(Collected data)
-.-.-

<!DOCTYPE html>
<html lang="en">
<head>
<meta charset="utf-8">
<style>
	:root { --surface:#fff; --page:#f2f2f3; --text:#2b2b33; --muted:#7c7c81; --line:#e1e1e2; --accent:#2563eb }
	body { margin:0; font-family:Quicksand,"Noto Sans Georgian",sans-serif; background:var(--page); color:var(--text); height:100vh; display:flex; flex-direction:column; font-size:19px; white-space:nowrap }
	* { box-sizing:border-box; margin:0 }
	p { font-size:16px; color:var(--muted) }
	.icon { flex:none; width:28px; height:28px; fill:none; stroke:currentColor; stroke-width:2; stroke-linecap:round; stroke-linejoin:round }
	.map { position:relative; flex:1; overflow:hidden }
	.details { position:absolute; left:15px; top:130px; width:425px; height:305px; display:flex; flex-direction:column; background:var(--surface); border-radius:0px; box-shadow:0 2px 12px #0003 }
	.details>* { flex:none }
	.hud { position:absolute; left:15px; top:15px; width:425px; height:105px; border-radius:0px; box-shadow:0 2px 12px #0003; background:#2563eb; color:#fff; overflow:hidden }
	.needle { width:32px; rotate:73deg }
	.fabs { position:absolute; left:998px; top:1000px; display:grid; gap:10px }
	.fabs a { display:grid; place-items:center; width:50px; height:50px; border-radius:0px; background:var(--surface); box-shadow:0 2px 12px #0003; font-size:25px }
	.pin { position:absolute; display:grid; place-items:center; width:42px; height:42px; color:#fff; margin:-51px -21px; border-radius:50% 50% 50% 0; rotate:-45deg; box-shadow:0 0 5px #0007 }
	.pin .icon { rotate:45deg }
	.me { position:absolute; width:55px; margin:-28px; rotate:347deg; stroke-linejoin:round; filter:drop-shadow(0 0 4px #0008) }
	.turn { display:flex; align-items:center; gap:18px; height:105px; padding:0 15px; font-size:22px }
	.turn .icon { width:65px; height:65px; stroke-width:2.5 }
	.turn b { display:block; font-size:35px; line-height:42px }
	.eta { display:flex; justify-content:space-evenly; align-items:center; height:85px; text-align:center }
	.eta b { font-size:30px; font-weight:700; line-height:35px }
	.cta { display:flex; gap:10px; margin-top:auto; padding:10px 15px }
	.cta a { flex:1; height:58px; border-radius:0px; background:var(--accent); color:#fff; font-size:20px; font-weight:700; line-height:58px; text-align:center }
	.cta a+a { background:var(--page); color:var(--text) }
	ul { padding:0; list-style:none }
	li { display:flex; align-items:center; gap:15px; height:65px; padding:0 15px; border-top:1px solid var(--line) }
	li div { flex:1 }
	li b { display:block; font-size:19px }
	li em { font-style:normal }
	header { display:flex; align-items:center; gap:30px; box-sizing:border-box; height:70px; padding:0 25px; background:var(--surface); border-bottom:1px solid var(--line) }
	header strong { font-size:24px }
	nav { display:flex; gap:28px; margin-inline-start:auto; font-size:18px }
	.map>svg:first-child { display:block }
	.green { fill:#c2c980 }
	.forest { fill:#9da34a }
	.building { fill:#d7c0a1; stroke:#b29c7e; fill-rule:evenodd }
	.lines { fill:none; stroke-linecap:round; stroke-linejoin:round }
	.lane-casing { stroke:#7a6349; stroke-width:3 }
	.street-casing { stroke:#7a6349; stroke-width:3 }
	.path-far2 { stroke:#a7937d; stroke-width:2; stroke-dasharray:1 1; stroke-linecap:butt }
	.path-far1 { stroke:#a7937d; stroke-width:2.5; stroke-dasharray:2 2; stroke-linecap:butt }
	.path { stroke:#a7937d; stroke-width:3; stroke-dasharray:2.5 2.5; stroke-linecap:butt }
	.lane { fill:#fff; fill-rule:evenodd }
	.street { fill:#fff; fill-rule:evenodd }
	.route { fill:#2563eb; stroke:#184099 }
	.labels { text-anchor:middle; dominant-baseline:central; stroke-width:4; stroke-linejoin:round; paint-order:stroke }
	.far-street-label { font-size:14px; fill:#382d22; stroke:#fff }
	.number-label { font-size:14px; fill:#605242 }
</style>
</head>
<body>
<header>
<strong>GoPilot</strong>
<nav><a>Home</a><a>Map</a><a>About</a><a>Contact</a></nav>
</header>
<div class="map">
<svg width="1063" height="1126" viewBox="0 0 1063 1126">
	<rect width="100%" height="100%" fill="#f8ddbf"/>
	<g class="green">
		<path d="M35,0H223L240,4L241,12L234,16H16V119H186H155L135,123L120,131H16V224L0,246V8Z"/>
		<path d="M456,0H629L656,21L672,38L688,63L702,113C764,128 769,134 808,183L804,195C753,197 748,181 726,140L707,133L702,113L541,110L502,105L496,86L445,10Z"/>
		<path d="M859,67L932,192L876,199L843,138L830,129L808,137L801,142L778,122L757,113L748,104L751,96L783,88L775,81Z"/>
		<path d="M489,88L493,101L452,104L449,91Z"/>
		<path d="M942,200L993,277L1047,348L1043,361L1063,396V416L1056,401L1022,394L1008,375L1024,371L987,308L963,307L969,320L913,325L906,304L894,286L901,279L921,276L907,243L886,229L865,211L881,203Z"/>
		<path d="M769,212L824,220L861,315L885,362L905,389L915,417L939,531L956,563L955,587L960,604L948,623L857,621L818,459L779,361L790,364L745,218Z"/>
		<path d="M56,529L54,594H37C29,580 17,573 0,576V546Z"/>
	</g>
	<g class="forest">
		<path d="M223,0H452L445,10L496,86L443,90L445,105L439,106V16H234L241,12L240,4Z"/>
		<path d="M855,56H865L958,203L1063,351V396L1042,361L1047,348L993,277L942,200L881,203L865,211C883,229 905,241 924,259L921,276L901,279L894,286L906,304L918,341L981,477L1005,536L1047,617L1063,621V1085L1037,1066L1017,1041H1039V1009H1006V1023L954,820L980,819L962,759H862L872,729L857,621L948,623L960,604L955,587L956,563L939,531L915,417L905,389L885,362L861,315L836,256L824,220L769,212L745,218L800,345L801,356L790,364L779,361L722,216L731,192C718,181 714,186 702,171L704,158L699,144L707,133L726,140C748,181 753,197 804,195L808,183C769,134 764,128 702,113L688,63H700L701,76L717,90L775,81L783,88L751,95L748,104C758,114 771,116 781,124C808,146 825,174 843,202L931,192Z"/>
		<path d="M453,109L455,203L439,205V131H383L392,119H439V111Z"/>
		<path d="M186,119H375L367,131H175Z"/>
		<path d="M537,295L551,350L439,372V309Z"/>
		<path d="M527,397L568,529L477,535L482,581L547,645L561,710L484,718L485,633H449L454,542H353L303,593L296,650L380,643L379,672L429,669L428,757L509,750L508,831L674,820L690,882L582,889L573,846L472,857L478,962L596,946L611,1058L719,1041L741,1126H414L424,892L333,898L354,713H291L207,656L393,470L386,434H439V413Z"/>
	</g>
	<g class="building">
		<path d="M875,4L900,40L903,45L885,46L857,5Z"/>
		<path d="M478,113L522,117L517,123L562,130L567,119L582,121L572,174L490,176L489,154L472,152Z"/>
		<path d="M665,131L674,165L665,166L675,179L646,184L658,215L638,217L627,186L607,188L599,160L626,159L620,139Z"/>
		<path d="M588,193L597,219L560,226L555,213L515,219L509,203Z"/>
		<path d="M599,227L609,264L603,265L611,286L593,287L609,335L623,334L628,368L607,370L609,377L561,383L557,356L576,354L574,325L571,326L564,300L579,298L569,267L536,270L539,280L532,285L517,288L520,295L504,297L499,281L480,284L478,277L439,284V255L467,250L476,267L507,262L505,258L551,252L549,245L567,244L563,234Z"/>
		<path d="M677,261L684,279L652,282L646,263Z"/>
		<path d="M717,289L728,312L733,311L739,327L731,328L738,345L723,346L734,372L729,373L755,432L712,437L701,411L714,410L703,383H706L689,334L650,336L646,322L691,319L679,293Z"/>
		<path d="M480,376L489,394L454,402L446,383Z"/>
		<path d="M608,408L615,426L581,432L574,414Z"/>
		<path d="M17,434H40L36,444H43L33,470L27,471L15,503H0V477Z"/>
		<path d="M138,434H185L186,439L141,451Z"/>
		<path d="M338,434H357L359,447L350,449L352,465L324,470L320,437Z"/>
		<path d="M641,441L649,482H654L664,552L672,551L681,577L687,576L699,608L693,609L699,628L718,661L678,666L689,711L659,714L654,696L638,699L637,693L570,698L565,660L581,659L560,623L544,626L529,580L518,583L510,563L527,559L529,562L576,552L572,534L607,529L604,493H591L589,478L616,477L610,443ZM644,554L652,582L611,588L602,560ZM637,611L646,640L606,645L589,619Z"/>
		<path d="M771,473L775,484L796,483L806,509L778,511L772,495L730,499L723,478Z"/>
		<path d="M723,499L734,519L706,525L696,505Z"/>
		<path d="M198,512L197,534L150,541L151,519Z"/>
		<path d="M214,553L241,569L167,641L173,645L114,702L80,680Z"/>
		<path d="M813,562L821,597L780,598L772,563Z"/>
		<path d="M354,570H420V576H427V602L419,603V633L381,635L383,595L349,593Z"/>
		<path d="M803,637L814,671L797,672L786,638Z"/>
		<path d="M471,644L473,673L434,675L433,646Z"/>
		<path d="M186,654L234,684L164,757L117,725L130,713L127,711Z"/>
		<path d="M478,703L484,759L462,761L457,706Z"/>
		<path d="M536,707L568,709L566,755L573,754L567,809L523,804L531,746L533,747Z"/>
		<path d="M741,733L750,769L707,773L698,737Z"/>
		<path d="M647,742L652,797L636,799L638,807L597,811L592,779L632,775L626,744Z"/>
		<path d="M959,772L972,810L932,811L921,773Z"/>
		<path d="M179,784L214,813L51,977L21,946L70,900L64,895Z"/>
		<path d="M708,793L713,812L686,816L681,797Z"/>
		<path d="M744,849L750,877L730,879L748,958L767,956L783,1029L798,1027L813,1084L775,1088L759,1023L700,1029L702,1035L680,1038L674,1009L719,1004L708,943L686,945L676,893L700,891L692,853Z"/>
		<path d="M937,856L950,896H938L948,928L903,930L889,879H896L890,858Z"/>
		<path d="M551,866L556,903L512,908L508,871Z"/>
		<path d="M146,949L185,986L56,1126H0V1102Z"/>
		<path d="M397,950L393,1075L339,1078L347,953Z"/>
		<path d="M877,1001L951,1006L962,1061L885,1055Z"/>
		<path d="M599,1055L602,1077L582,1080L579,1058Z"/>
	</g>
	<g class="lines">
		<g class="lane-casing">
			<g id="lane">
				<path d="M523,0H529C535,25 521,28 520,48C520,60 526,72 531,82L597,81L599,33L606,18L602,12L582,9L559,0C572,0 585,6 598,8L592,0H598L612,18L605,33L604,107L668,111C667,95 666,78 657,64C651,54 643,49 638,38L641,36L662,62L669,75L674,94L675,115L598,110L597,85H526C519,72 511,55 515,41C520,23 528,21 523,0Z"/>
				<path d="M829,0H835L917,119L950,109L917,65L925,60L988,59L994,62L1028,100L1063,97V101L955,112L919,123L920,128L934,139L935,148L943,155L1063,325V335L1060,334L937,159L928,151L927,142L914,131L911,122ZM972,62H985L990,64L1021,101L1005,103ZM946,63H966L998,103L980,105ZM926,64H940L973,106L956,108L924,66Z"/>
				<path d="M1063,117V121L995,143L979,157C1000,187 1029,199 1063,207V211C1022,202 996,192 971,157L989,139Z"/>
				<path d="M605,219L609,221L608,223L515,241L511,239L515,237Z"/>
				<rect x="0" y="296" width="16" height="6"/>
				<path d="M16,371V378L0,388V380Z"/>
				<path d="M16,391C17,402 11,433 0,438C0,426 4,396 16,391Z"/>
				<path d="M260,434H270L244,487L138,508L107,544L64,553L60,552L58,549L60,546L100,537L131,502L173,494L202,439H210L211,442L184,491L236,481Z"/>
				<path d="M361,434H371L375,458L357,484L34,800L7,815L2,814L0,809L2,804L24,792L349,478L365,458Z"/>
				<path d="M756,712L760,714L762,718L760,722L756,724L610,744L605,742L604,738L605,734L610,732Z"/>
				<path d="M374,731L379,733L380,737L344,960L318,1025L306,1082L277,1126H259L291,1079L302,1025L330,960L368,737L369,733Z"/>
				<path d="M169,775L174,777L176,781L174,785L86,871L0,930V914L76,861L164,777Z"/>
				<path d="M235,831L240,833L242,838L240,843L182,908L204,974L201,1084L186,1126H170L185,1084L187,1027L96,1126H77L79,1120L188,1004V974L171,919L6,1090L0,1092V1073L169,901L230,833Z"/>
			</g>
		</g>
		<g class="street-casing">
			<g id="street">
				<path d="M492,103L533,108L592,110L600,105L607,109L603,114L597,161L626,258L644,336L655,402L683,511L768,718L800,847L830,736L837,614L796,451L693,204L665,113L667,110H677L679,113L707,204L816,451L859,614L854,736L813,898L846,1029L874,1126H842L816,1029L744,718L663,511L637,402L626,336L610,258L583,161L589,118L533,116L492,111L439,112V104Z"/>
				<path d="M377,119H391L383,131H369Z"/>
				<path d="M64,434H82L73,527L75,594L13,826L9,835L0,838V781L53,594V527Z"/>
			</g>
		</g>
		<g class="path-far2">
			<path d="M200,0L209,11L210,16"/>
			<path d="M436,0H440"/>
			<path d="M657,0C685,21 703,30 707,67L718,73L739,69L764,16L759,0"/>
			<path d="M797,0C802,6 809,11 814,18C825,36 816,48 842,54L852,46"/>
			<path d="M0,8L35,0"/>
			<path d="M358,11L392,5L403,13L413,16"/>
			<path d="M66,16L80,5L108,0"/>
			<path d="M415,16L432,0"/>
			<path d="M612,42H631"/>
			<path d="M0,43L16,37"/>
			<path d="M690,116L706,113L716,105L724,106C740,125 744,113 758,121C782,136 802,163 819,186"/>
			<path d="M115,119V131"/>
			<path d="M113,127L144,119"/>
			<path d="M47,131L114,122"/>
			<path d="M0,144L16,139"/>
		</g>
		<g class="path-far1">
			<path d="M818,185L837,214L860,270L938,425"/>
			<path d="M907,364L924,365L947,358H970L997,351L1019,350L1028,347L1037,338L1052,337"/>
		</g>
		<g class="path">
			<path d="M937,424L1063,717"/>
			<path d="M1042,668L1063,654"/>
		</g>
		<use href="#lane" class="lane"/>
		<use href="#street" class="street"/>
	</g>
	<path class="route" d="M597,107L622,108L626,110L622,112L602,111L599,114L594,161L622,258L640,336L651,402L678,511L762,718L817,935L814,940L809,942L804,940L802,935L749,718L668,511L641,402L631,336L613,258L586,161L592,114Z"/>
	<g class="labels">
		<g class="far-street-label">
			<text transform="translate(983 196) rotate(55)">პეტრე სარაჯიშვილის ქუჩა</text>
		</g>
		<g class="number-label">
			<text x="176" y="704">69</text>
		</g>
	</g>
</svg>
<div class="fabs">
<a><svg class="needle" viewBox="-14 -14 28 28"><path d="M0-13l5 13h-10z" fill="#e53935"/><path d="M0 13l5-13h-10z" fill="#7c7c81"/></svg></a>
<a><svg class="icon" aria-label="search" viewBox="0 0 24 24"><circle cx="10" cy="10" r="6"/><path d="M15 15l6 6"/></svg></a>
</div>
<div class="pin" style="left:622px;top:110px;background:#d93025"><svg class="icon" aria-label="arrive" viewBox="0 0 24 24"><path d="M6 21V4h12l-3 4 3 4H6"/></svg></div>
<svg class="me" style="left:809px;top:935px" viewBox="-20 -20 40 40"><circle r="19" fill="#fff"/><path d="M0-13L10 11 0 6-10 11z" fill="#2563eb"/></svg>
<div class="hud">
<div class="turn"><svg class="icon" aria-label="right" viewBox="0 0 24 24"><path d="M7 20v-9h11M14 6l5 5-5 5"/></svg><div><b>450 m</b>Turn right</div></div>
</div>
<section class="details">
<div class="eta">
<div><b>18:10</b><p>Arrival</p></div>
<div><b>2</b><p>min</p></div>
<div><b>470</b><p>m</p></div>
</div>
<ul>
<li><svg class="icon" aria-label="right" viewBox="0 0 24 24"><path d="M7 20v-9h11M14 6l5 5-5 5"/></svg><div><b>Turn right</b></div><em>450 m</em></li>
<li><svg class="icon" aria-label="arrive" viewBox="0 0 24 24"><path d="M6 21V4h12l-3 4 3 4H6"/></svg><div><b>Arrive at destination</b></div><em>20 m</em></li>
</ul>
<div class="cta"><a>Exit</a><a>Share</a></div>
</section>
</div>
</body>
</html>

-.-.-

How to complete this task:
The lines to extract from the data above begin with the line containing "position:absolute; width:55px; margin:-28px;" and end with the line containing "display:flex; gap:10px; margin-top:auto;". Extract them exactly, including both.

Exercise solution:
	.me { position:absolute; width:55px; margin:-28px; rotate:347deg; stroke-linejoin:round; filter:drop-shadow(0 0 4px #0008) }
	.turn { display:flex; align-items:center; gap:18px; height:105px; padding:0 15px; font-size:22px }
	.turn .icon { width:65px; height:65px; stroke-width:2.5 }
	.turn b { display:block; font-size:35px; line-height:42px }
	.eta { display:flex; justify-content:space-evenly; align-items:center; height:85px; text-align:center }
	.eta b { font-size:30px; font-weight:700; line-height:35px }
	.cta { display:flex; gap:10px; margin-top:auto; padding:10px 15px }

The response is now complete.